Wil   |     |   Comment #3
#2: Perhaps you would have been more comfortable with havings CDs with a big bank with slick ads like IndyMac? Oh, wait, it failed, didn't it? This little "payday loan shack" has you called it survived the recent financial crisis just fine. So don't be so quick to judge.
Wil   |     |   Comment #4
I just had to correct my typos. Comment should have read: "Perhaps you would have been more comfortable with having CDs at a big bank with slick ads like IndyMac? Oh, wait, it failed, didn't it? This little "payday loan shack" as you called it survived the recent financial crisis just fine. So don't be so quick to judge."
Anonymous   |     |   Comment #8
Savers are hoarders!!! You have no right to keep money in private hands and away from THE PEOPLE!!

All money should be given to the government and then distributed to those in the most need! All wealth should confiscated by the government!!!!
Wil   |     |   Comment #10
I'm pretty sure that #8's comment is intended as satire. At least I hope so!
Anonymous   |     |   Comment #11
I think most of us would agree with Ken that the EW penalty here is, indeed, very harsh.  What strikes me, though, is that it is an honest penalty which most likely can be relied upon no matter what happens in future.

It's a concern that other credit unions, while proclaiming a more lenient EW penalty today, will doubtlessly change their penalty retroactively if the s**t hits the fan in future, as well it might.  If that happens, this honest penalty might start to look pretty darn good. 
lou   |     |   Comment #12
I don't know about "honest penalty" since I can't read their mind, but I know it is unduly harsh. Therefore, I will pass on this CD.
Maecl   |     |   Comment #13
This type of penalty may be the future of banking.  My elderly father didn't notice a CD maturing mailing.  It renewed for 3 years at .35%.  The penalty if withdrawn would have been 3% of the principal $25 dollars. The bank wouldn't make an exception. They did give him an extra .15%.  Not big of them since at the time they were offering .75% for that term.
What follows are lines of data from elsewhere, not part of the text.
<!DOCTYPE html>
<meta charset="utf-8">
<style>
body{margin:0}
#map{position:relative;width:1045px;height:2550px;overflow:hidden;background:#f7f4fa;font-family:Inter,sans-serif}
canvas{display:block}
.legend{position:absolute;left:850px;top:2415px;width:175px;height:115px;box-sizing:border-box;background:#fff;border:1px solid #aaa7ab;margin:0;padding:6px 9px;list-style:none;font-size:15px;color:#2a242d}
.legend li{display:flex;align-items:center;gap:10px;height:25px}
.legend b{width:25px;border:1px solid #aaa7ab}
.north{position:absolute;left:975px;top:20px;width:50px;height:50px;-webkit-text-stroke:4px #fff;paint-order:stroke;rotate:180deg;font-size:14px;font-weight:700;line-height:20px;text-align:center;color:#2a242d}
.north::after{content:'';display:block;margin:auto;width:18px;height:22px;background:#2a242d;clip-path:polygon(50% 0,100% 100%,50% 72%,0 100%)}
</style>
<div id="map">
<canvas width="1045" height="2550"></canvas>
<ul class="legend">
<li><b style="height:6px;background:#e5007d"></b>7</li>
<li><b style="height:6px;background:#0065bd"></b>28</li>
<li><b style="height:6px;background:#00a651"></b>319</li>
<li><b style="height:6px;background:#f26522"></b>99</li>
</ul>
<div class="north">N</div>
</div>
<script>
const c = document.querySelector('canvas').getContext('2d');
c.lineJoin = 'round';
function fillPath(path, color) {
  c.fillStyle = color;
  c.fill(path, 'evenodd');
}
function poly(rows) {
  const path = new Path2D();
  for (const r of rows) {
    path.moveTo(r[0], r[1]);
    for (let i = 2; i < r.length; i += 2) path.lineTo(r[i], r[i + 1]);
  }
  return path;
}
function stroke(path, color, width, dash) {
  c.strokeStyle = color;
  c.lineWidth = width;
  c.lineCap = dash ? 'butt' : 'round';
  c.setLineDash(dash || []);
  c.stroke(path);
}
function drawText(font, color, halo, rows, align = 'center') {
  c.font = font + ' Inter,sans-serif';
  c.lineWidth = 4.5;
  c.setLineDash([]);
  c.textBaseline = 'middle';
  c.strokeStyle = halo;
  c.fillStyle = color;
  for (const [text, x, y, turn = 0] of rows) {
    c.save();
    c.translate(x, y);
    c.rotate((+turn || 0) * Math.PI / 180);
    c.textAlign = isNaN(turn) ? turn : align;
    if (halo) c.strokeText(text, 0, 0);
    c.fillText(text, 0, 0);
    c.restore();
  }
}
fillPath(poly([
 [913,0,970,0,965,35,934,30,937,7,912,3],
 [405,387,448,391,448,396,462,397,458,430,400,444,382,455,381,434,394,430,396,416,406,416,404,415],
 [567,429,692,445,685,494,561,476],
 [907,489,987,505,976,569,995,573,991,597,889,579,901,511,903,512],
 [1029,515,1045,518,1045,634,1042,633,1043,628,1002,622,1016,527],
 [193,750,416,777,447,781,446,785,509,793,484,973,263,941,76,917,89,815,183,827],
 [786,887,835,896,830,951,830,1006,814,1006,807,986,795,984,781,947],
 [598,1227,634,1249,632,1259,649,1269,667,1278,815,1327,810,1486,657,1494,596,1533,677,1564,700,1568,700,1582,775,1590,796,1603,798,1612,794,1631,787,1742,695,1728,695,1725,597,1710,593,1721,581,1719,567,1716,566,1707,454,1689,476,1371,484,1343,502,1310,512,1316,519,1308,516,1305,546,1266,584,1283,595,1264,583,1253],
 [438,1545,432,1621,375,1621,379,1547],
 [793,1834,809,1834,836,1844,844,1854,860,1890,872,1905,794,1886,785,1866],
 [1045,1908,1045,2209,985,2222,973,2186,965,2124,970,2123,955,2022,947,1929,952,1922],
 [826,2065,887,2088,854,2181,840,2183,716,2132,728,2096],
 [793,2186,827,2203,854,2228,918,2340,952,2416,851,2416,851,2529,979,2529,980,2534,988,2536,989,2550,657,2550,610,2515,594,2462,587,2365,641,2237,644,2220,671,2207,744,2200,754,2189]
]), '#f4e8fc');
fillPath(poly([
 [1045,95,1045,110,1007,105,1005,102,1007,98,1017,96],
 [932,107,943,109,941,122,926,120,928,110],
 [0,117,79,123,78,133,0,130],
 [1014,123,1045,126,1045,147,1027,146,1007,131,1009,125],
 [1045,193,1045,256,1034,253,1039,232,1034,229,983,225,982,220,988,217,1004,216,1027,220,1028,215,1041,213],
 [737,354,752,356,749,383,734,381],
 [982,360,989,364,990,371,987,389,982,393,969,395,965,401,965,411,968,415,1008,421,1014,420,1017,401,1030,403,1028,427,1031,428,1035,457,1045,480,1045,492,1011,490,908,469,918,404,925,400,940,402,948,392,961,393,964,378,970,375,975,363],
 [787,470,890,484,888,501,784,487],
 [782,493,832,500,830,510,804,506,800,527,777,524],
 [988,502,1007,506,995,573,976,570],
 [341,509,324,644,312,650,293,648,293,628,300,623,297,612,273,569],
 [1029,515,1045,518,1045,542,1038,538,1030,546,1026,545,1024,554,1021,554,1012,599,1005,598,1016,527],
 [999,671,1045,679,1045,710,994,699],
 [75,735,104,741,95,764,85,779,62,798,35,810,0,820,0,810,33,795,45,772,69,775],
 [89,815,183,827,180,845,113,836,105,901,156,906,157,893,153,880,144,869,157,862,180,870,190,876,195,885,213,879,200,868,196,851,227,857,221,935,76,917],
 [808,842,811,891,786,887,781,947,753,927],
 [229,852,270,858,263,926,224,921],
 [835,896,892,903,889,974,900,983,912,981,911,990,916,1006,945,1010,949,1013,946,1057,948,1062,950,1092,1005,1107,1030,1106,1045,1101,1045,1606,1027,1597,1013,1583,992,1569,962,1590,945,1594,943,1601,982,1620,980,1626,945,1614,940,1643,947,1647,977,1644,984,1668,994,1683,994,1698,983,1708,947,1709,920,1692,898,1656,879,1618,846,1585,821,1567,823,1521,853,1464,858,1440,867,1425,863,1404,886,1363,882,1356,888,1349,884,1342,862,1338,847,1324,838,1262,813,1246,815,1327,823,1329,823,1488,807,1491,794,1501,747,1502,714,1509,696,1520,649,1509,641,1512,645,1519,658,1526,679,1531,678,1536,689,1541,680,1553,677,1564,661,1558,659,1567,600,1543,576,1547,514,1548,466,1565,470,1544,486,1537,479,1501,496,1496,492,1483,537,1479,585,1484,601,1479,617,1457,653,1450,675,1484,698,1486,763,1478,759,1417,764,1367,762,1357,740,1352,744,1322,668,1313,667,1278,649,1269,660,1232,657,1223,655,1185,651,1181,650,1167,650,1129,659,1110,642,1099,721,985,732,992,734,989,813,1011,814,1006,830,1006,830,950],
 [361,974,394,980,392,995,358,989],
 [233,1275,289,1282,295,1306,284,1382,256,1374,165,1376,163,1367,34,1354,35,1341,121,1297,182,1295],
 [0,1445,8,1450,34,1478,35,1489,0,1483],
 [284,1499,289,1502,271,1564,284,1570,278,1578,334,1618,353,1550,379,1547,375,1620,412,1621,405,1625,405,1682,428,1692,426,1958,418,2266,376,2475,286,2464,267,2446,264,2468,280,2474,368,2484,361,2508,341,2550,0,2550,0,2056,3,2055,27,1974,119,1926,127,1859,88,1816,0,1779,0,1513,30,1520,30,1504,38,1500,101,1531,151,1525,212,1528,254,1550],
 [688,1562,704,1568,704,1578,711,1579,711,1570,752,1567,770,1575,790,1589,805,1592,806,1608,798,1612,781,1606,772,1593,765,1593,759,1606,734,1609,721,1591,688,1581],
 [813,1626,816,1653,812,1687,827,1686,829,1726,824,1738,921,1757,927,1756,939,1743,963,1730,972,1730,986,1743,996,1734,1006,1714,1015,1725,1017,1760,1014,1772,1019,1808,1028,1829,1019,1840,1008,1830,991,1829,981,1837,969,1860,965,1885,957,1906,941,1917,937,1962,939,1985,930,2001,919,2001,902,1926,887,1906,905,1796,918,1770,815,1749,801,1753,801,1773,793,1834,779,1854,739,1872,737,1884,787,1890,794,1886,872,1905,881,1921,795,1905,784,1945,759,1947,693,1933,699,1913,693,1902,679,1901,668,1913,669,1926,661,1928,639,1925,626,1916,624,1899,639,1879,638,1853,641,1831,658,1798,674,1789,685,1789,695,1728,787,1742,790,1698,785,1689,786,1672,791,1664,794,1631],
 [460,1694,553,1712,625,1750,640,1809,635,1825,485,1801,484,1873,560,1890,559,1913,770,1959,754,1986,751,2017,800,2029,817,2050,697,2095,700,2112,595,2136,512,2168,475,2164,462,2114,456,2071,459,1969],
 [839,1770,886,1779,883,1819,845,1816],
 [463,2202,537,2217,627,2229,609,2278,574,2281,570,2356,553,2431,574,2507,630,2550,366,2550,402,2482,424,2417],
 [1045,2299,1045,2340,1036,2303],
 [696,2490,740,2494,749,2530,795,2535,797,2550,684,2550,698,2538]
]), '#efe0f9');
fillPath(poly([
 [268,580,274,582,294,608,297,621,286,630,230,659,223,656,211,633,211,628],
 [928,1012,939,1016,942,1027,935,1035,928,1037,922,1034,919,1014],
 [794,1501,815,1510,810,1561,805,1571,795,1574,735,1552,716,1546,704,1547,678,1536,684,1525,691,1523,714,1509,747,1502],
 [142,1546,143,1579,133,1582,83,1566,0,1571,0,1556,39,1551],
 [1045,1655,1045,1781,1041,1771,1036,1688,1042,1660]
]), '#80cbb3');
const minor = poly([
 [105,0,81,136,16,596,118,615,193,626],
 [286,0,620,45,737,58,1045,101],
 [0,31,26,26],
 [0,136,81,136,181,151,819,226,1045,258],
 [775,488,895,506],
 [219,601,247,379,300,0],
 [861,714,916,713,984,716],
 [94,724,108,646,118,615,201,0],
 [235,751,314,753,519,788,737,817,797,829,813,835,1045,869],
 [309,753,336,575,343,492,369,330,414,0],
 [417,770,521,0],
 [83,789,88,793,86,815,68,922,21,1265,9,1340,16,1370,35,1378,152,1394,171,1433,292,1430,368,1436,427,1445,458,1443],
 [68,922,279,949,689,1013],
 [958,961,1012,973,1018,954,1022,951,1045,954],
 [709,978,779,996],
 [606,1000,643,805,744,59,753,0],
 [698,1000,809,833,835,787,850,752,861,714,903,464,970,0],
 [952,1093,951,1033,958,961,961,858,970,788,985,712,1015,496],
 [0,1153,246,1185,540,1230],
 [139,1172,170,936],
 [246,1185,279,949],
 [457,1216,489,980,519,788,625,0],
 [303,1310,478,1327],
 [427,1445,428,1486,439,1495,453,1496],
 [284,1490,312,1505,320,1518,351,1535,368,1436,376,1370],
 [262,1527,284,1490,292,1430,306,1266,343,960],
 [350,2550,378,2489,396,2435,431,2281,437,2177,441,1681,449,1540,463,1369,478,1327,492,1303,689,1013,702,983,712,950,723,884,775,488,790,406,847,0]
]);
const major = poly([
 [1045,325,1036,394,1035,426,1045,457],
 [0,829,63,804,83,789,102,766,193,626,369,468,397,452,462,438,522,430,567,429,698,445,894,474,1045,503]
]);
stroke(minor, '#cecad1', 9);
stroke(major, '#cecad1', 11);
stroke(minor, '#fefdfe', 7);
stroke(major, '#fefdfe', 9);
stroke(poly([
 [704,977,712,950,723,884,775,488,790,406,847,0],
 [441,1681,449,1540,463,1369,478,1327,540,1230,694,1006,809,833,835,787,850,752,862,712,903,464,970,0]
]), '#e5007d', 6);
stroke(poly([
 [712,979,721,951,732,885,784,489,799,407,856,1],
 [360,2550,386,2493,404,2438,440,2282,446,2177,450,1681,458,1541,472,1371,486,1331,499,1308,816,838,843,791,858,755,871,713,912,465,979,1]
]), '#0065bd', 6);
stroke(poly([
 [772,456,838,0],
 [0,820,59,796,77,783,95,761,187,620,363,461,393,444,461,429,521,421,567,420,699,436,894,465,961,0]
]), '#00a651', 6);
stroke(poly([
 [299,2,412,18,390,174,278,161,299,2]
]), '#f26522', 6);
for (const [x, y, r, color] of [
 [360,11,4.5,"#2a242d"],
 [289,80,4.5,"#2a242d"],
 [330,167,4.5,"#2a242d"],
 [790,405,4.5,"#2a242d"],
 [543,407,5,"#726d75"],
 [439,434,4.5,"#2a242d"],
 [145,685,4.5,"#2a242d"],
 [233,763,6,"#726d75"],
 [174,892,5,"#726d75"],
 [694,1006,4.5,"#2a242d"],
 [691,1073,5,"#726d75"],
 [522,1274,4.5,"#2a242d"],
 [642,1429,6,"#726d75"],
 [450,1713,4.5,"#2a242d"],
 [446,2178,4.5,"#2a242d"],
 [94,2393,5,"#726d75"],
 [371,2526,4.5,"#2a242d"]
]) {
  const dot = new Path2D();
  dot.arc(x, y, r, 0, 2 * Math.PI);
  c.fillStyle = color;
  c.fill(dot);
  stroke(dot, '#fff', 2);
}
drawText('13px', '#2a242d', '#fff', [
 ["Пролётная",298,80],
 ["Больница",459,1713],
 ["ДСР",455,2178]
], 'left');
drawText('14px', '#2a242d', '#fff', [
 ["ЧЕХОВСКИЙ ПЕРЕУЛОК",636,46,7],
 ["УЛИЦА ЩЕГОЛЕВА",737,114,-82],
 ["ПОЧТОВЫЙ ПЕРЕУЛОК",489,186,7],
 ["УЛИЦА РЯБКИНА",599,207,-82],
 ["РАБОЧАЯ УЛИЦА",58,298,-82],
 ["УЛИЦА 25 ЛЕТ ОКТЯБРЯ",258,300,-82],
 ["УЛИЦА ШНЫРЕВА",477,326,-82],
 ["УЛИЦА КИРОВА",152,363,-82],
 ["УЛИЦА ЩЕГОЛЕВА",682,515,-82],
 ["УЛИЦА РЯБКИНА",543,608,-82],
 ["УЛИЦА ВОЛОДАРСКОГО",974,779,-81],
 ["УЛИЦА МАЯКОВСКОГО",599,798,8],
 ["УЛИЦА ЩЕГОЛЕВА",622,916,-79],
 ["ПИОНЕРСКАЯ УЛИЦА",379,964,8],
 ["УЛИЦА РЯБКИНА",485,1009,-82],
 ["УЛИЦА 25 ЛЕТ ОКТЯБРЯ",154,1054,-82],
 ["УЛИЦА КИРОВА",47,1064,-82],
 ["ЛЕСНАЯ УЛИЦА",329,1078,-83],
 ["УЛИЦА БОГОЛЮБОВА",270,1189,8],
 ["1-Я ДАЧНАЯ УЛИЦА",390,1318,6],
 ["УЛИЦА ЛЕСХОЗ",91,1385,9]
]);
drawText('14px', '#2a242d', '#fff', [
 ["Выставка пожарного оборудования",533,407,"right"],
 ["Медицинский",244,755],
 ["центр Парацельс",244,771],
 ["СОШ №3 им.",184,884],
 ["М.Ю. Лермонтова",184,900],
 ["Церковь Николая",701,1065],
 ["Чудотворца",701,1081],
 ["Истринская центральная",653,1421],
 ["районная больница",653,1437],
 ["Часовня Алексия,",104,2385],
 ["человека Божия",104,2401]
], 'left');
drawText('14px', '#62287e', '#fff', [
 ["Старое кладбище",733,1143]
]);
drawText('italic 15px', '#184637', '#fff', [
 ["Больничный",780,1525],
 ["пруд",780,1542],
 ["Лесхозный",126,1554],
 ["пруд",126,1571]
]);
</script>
The bank is Webster in CT.
Anonymous   |     |   Comment #14
It's simple, just don't put money in here unless you are sure you will never access it before maturity.

Think of it like a non-callable bond that pays high interest but for which there is no secondary market.
Maecl   |     |   Comment #15
I should have said the penalty on my fathers Webster Bank CD was 3% of the principal 25 dollars.  It would have been around $3000.
Maecl   |     |   Comment #16
I can't believe I made another mistake.  It was 3% of the principal plus $25.
Duck (anonymous)   |     |   Comment #18
Now am I missing something  I always thought a CD is a term certificate you take it in exchange for a rate and agree to let the institution do what they want with the funds for a set period of TIME.

 If you want a savings account open that or a moneymarket it allows like 6 transactions a month problem solved I belive it is 3checks or Atm withdrawals and 3 teller transaction but dont have one so not positive just know it will be a lower rate but you can do and have no restrictions on your cash.

 Just shut up please If you cant take the EWP then dont go there just stop ****in about it already. MCU is only guarding against idiots that treat a CD as a ATM and inflation driving up the rates and people taking money before maturity. I personally wouldnt care if a bank instuted a EWP of forfeitting 50% of principle and all interest if it got me a decent rate.